Court Opinion

ID: 3527680
Source: CourtListenerOpinion
Date Created: 2016-07-05 22:40:13.138645+00
Date Added: 2024-06-11T13:30:07.025948
License: Public Domain

MOTIONS FOR REHEARING AND TO TRANSFER.
Prudential and the Rosenzweigs filed separate motions for rehearing. Prudential also requested a transfer to court en banc.

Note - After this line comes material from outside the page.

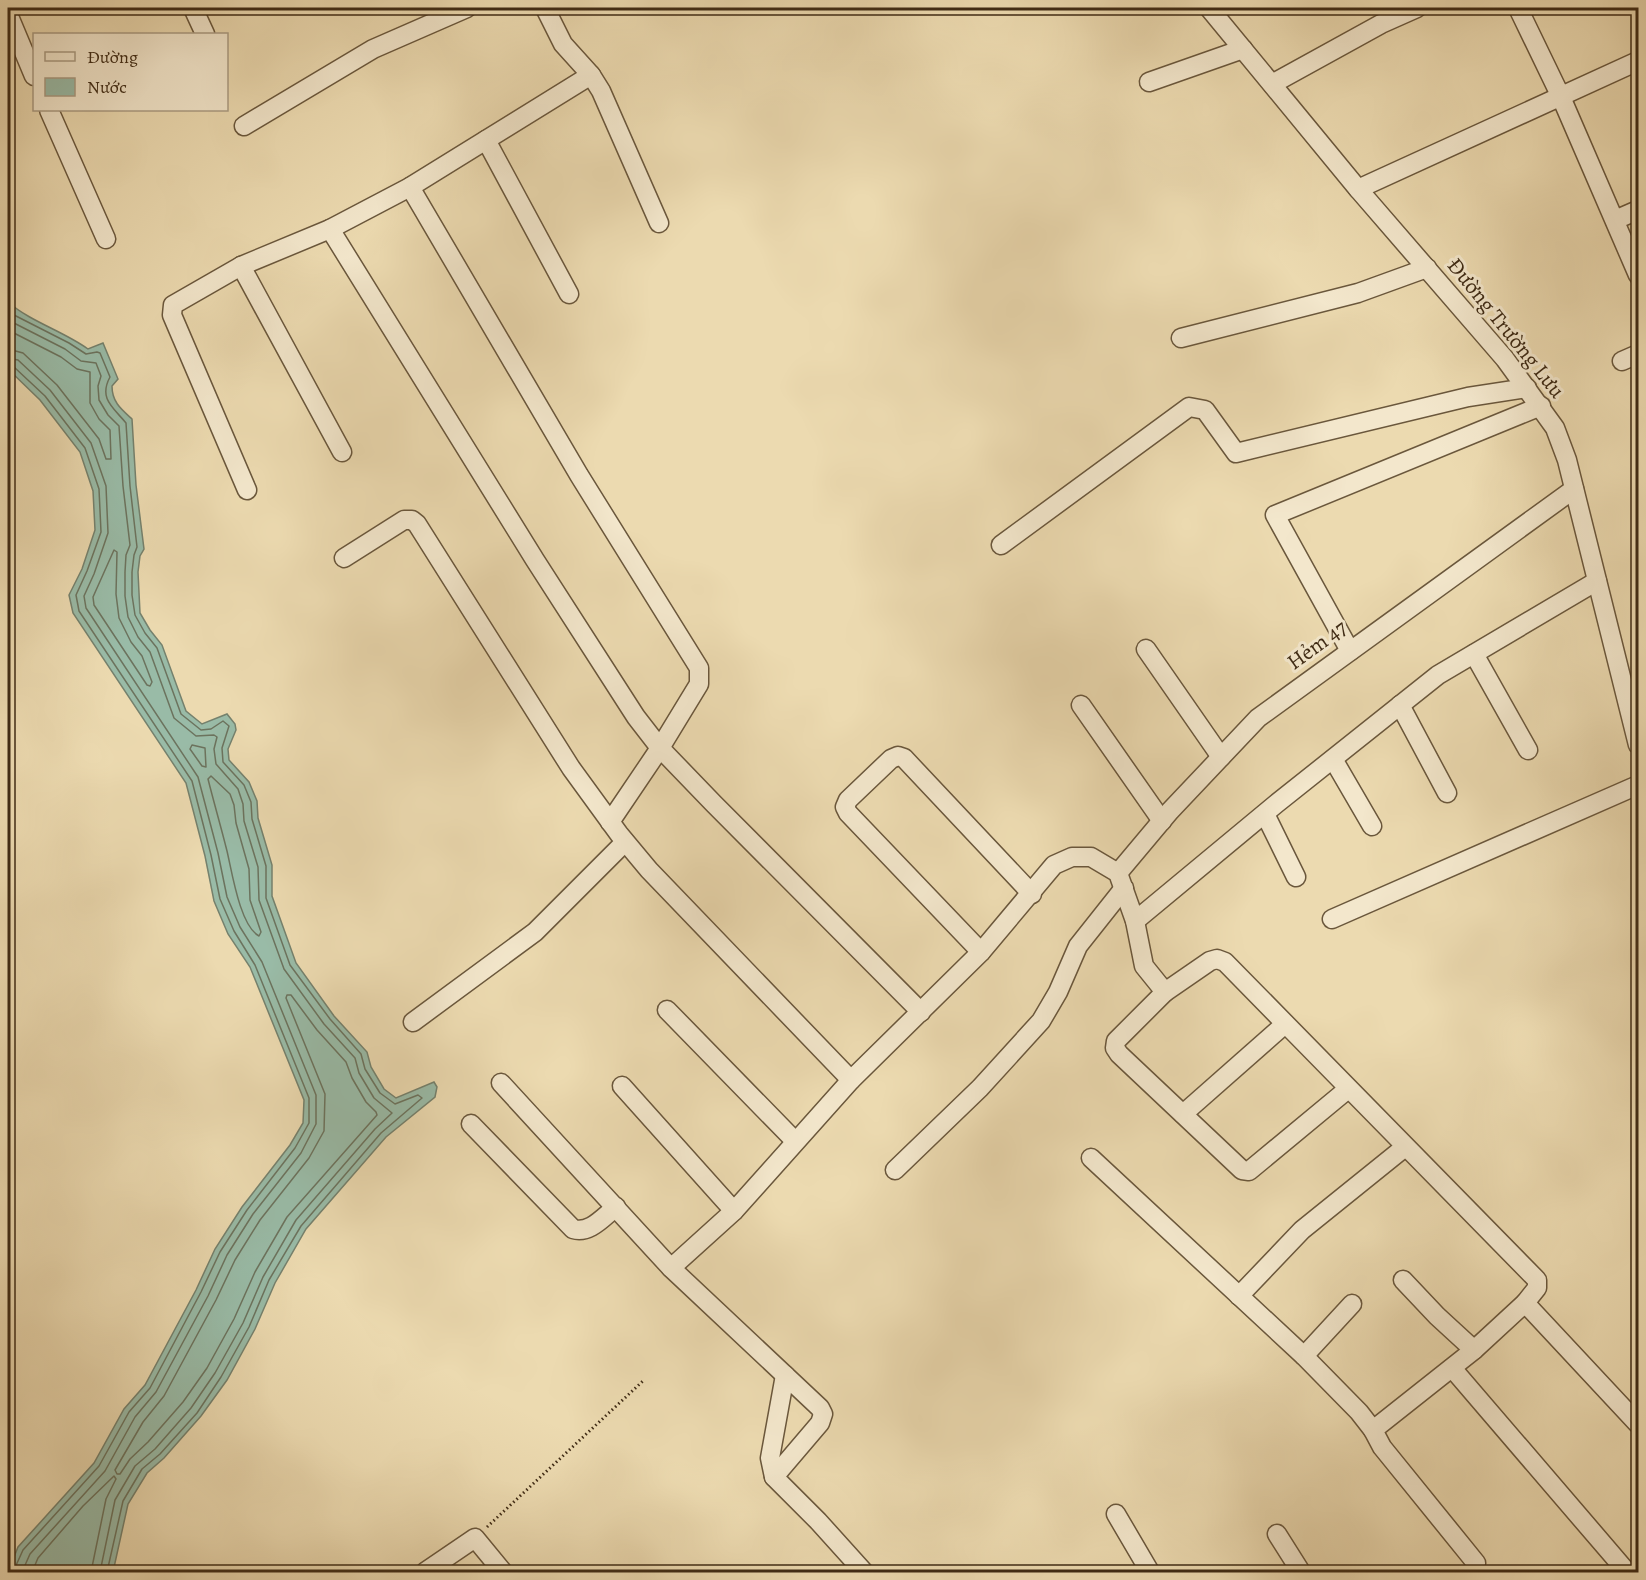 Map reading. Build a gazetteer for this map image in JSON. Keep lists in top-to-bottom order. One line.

Rosenzweigs' motion is founded upon the provisions of Sections 3039, 3041 (recording statutes), and 3155 (equitable liens and notice thereof), Revised Statutes 1929 (Mo. Stat. Ann., pp. 1879, 1880, 4970). Specific reference to these statutes is not made in the decision; but the decision finds the Rosenzweigs were charged with notice of sufficient facts to put a prudent person upon inquiry (notice being actual within the meaning of Section 3041, supra, where one is conscious of having the means of knowing, although he may not use them — cases cited on issue in opinion). The Rosenzweigs admitted they were obligated to look for liens under Nichols and Maud Eaton because Nichols and Eaton were in their chain of title. The record disclosed no inquiry of Nichols or Maud Eaton. We concluded, under all the facts, that the equities in the case favored the lienors. We did not rule that a duty rests upon a purchaser to ferret out all possible equitable claims.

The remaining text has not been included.